Deciding which of these approaches is most suitable to describing the scatter of the temperature dependent material property requires that you have some raw data about this material property. Only by reviewing the raw data and plotting it versus temperature you can tell which approach is the better one.
For loads, you usually only have a nominal or average value. You could ask the person who provided the nominal value the following questions: If we have 1000 components that are operated under real life conditions, what would the lowest load value be that only one of these 1000 components is subjected to and all others have a higher load? What would the most likely load value be, i.e. the value that most of these 1000 components have (or are very close to)? What would the highest load value be that only one of the 1000 components is subjected to and all others have a lower load?

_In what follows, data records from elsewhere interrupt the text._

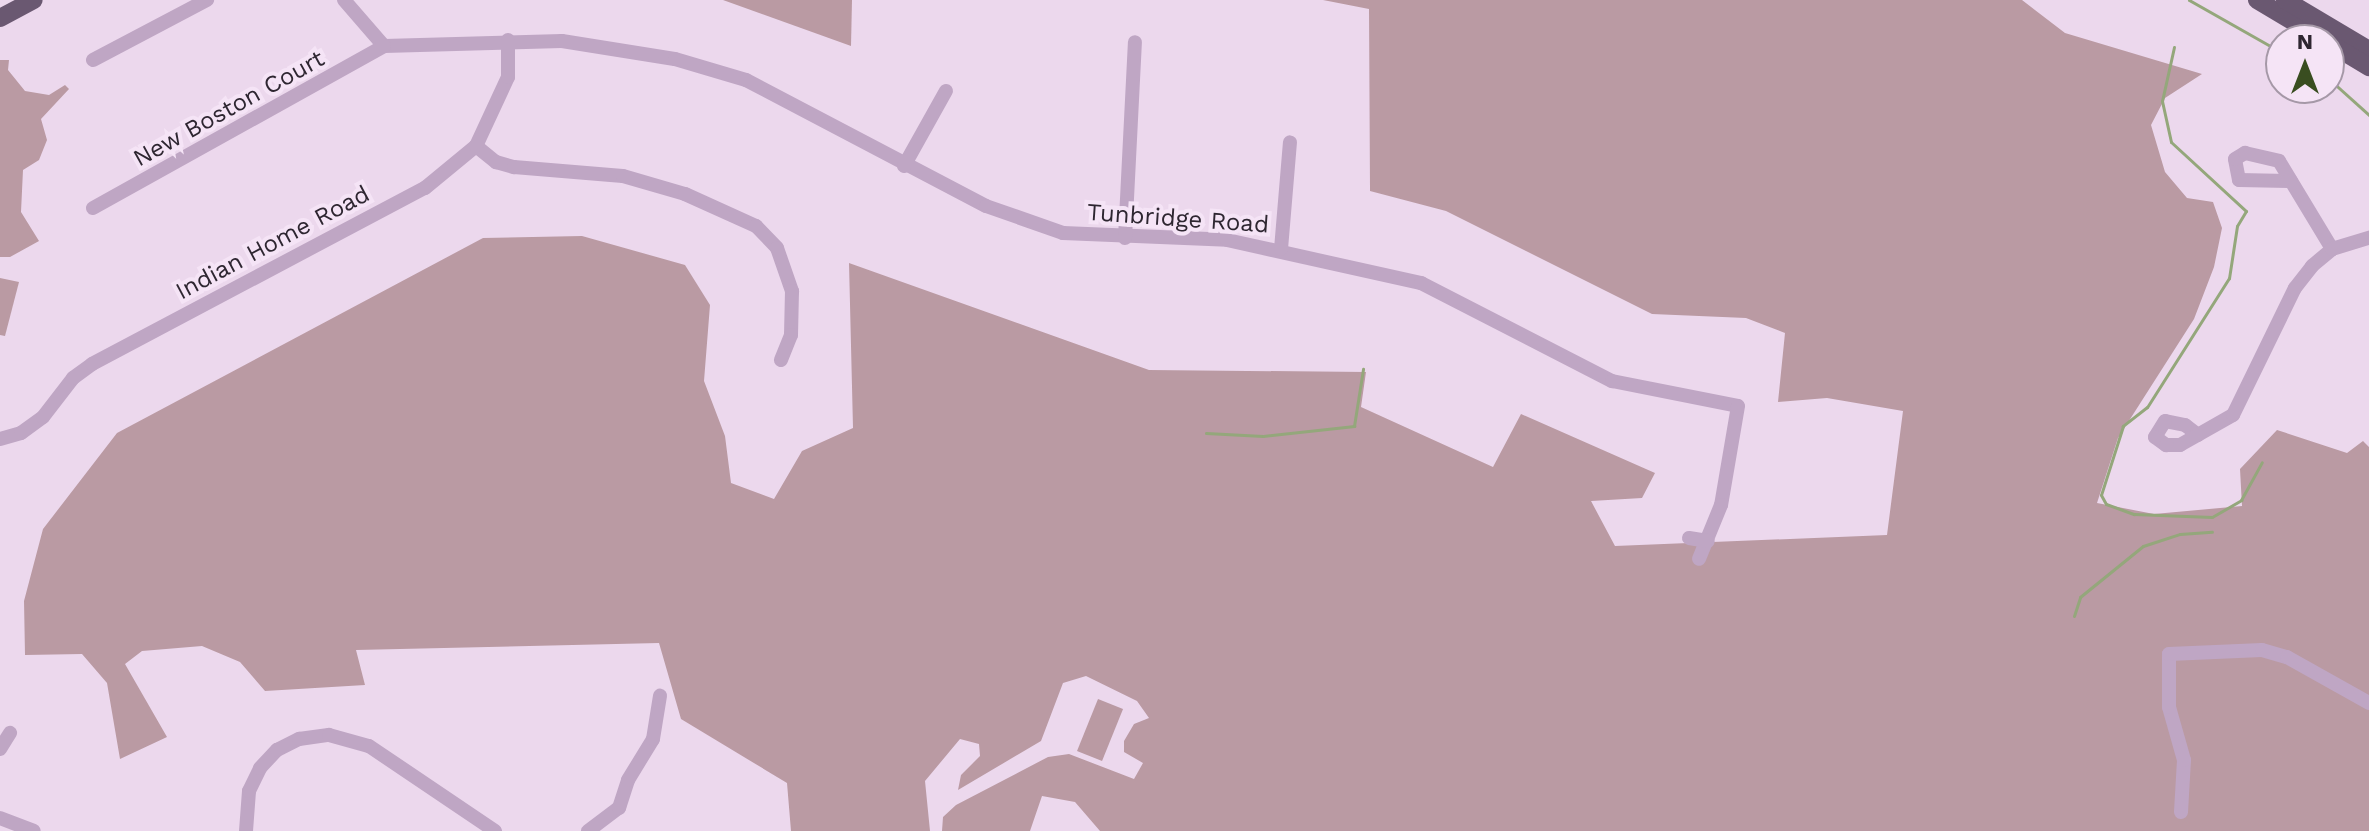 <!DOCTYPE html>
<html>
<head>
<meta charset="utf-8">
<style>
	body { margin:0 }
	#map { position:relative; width:2369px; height:831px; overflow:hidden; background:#ecd8ed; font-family:"Work Sans",sans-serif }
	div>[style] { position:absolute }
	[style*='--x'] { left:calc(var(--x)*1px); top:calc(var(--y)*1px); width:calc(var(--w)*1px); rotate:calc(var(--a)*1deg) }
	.green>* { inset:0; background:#ba9aa3; transform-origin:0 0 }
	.stream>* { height:3px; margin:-1.5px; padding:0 1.5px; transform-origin:1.5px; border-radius:1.5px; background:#94a77b }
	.minor>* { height:14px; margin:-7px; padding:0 7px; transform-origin:7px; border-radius:7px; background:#bfa6c4 }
	.major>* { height:18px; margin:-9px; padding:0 9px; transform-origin:9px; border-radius:9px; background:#6a5871 }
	span { translate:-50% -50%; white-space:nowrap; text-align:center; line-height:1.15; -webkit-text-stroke:8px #f5e4f6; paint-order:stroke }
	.street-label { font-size:24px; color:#2e2631 }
	.north { position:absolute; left:2265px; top:24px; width:80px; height:80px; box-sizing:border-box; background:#f5e4f6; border:2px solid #a598a7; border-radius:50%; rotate:0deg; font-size:22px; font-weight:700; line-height:32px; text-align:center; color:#2e2631 }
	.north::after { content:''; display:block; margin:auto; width:28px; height:36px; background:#394d20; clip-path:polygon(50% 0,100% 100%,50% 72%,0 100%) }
</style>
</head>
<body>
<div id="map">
	<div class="green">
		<div style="clip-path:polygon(723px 0,852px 0,851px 46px)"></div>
		<div style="clip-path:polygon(1323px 0,2022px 0,2065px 33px,2202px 74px,2165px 98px,2151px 125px,2165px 172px,2187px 198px,2213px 202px,2222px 228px,2214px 267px,2194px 319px,2118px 438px,2097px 503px,2154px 514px,2242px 506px,2240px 469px,2277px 430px,2347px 453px,2363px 441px,2369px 447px,2369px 831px,1100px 831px,1075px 802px,1042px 796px,1030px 831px,942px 831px,943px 817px,956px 805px,1048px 757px,1069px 754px,1134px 779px,1143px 763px,1124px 752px,1124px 741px,1134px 724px,1149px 718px,1137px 701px,1086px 676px,1063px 683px,1041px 741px,958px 790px,961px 775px,980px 756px,979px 744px,960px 739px,925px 781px,930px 831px,791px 831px,787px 783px,681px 719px,659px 643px,356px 650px,365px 685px,265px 691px,240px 662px,202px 646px,142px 651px,125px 664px,167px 737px,120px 759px,107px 683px,82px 654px,25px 655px,24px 601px,43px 529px,117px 433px,483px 238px,582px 236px,685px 265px,710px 305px,704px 381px,725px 436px,731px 483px,774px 499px,802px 451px,853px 428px,849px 263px,1149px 370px,1366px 372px,1361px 407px,1493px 467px,1521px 414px,1655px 473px,1642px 498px,1591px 501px,1615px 546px,1887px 535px,1903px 411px,1827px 398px,1778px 402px,1785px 333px,1746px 318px,1652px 314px,1446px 211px,1370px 191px,1369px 9px)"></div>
		<div style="clip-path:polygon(0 60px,9px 60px,8px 70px,25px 91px,49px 95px,65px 85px,69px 89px,41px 119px,47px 140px,39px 160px,23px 170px,21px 212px,39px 241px,10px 257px,0 257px)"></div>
		<div style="clip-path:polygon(0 278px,19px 282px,5px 336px,0 335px)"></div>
		<div style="left:1098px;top:699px;width:27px;height:56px;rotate:22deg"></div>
	</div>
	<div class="stream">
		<div style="--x:2189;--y:0;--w:106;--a:29.5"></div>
		<div style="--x:2174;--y:47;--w:55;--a:102.5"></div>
		<div style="--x:2162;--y:101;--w:42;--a:77.6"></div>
		<div style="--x:2171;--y:142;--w:102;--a:42.6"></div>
		<div style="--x:2246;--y:211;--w:17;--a:121"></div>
		<div style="--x:2237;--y:226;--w:53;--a:98.7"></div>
		<div style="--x:2229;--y:278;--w:153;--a:122.4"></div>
		<div style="--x:2147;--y:407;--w:31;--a:142"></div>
		<div style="--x:2123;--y:426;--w:72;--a:107.7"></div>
		<div style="--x:2101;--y:495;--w:10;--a:61"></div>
		<div style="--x:2106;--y:504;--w:30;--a:20"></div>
		<div style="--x:2134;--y:514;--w:78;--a:2.2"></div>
		<div style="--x:2212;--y:517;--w:34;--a:-30"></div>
		<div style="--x:2241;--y:500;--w:43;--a:-61.1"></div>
		<div style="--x:2329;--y:79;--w:54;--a:42"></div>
		<div style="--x:1206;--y:433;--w:57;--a:3"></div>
		<div style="--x:1263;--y:436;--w:92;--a:-6.3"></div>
		<div style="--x:1354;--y:426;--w:58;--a:-81"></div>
		<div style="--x:2074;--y:616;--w:20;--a:-72"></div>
		<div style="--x:2080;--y:597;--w:81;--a:-39"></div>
		<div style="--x:2143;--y:546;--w:39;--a:-18"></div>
		<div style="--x:2180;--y:534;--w:32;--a:-4"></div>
	</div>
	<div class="minor">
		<div style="--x:344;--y:0;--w:61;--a:49"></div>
		<div style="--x:384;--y:46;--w:178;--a:-1.6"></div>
		<div style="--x:562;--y:41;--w:114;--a:9.1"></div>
		<div style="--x:675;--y:59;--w:74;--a:16.5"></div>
		<div style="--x:746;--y:80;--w:271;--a:27.7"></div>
		<div style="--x:986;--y:206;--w:82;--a:19.3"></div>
		<div style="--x:1063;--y:233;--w:164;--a:2.4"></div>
		<div style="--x:1227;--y:240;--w:199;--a:12.5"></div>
		<div style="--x:1421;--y:283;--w:215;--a:27.2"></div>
		<div style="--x:1612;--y:381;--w:128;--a:11.2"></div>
		<div style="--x:1738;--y:406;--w:100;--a:99.7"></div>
		<div style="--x:1721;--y:505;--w:58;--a:112.2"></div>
		<div style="--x:93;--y:60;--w:129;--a:-27.8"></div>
		<div style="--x:476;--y:146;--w:26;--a:39"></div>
		<div style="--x:496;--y:162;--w:19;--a:16"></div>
		<div style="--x:514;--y:167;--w:109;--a:4.7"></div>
		<div style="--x:623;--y:176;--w:65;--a:16.2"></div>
		<div style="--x:685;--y:194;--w:78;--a:24.3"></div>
		<div style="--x:756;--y:226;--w:30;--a:46"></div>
		<div style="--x:777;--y:248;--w:46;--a:70.8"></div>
		<div style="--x:792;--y:291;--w:44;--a:91.3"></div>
		<div style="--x:791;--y:335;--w:27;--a:112"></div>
		<div style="--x:904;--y:166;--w:86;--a:-60.8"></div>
		<div style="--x:2291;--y:181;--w:52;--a:-178.9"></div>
		<div style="--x:2239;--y:180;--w:21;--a:-101"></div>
		<div style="--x:2235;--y:159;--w:12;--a:-31"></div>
		<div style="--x:2245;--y:153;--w:35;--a:13"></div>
		<div style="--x:2279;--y:161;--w:103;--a:58.9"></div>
		<div style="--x:93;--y:208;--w:333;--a:-29.1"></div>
		<div style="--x:1125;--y:238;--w:196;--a:-87.1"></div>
		<div style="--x:1281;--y:249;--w:107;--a:-85.2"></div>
		<div style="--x:2198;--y:435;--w:16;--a:-142"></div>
		<div style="--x:2185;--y:425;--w:20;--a:-169"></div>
		<div style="--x:2165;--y:421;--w:19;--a:122"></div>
		<div style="--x:2155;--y:437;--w:14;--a:36"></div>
		<div style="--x:2166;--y:445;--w:14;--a:0"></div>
		<div style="--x:2180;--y:445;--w:61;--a:-29.5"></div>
		<div style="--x:2233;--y:415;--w:141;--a:-64"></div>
		<div style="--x:2295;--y:288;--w:28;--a:-52"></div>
		<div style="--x:2312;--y:266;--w:26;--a:-40"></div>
		<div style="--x:2332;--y:249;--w:39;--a:-17"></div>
		<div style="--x:0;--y:439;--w:22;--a:-16"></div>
		<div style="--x:21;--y:433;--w:27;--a:-36"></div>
		<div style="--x:43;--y:417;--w:49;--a:-52.4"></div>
		<div style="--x:73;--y:378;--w:24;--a:-36"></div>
		<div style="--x:92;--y:364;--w:377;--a:-27.9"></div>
		<div style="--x:425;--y:188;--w:66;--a:-39.5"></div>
		<div style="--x:476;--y:146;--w:76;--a:-65.1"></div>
		<div style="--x:508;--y:77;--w:37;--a:-90"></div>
		<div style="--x:1689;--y:538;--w:19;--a:9"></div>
		<div style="--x:0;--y:749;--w:19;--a:-58"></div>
		<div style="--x:2181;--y:812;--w:52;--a:-86.7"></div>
		<div style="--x:2184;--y:760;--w:55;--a:-105.8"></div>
		<div style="--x:2169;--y:707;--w:53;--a:-90"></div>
		<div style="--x:2169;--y:654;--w:93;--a:-2.5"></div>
		<div style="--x:2262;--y:650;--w:26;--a:16"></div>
		<div style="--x:2287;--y:657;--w:94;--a:29.3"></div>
		<div style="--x:0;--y:818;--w:36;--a:21"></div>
		<div style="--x:246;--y:831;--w:40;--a:-85.7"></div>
		<div style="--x:249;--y:791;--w:25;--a:-64"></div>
		<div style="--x:260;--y:768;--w:25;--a:-47"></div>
		<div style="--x:277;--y:750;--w:25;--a:-27"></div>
		<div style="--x:299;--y:739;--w:30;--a:-8"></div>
		<div style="--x:329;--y:735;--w:41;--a:15.4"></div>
		<div style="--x:369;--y:746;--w:152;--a:34"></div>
		<div style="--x:588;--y:831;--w:39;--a:-37"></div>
		<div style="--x:619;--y:808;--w:29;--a:-72"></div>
		<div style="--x:628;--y:780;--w:48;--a:-58.6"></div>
		<div style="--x:653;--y:739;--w:44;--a:-80.8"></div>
	</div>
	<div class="major">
		<div style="--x:2257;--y:0;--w:78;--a:30.8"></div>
		<div style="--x:2285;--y:0;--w:98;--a:30.8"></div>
		<div style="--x:0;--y:18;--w:38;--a:-28"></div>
		<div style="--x:2329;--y:43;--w:47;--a:31"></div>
	</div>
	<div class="street-label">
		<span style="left:229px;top:109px;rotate:-29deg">New Boston Court</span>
		<span style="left:1178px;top:219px;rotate:4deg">Tunbridge Road</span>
		<span style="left:273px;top:243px;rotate:-28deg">Indian Home Road</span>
	</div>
	<div class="north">N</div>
</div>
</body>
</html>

To be safe you should ask these questions not only of the person who provided the nominal value, but also to one or more experts who are familiar with how your products are operated under real-life conditions. From all the answers you get, you can then consolidate what the minimum, the most likely, and the maximum value probably is. As verification you can compare this picture with the nominal value that you would use for a deterministic analysis. If the nominal value does not have a conservative bias to it then it should be close to the most likely value. If the nominal value includes a conservative assumption (is biased), then its value is probably close to the maximum value. Finally, you can use a triangular distribution using the minimum, most likely, and maximum values obtained.
If the load parameter is generated by a computer program then the more accurate procedure is to consider a probabilistic analysis using this computer program as the solver mechanism. Use a probabilistic design technique on that computer program to assess what the scatter of the output parameters are, and apply that data as input to a subsequent analysis. In other words, first run a probabilistic analysis to generate an output range, and then use that output range as input for a subsequent probabilistic analysis.
Here, you have to distinguish if the program that generates the loads is ANSYS itself or your own in-house program. If you have used ANSYS to generate the loads (for example, FLOTRAN analysis calculating fluid loads on a structure or a thermal analysis calculating the thermal loads of a structure) then we highly recommend that you include these load calculation steps in the analysis file (and therefore in the probabilistic analysis). In this case you also need to model the input parameters of these load calculation steps as random input variables. If you have used your own in-house program to generate the loads, you can still integrate the load calculation program in the analysis file (see the /SYS command for details), but you must have an interface between that program and ANSYS that allows the programs to communicate with each other and thus automatically transfer data.
You also have to distinguish if the load values are random fields or single random variables. If the load is different from node to node (element to element) then it is most appropriate to include the program calculating the load in the analysis file. If the load is described by one or very few constant values then you can also consider performing a probabilistic analysis with the program calculating these load values. Again you need to provide an interface to transfer input data to this program and get output data (the loads) back to ANSYS. If there is more than just one single load value generated by the program then you should also check for potential correlations.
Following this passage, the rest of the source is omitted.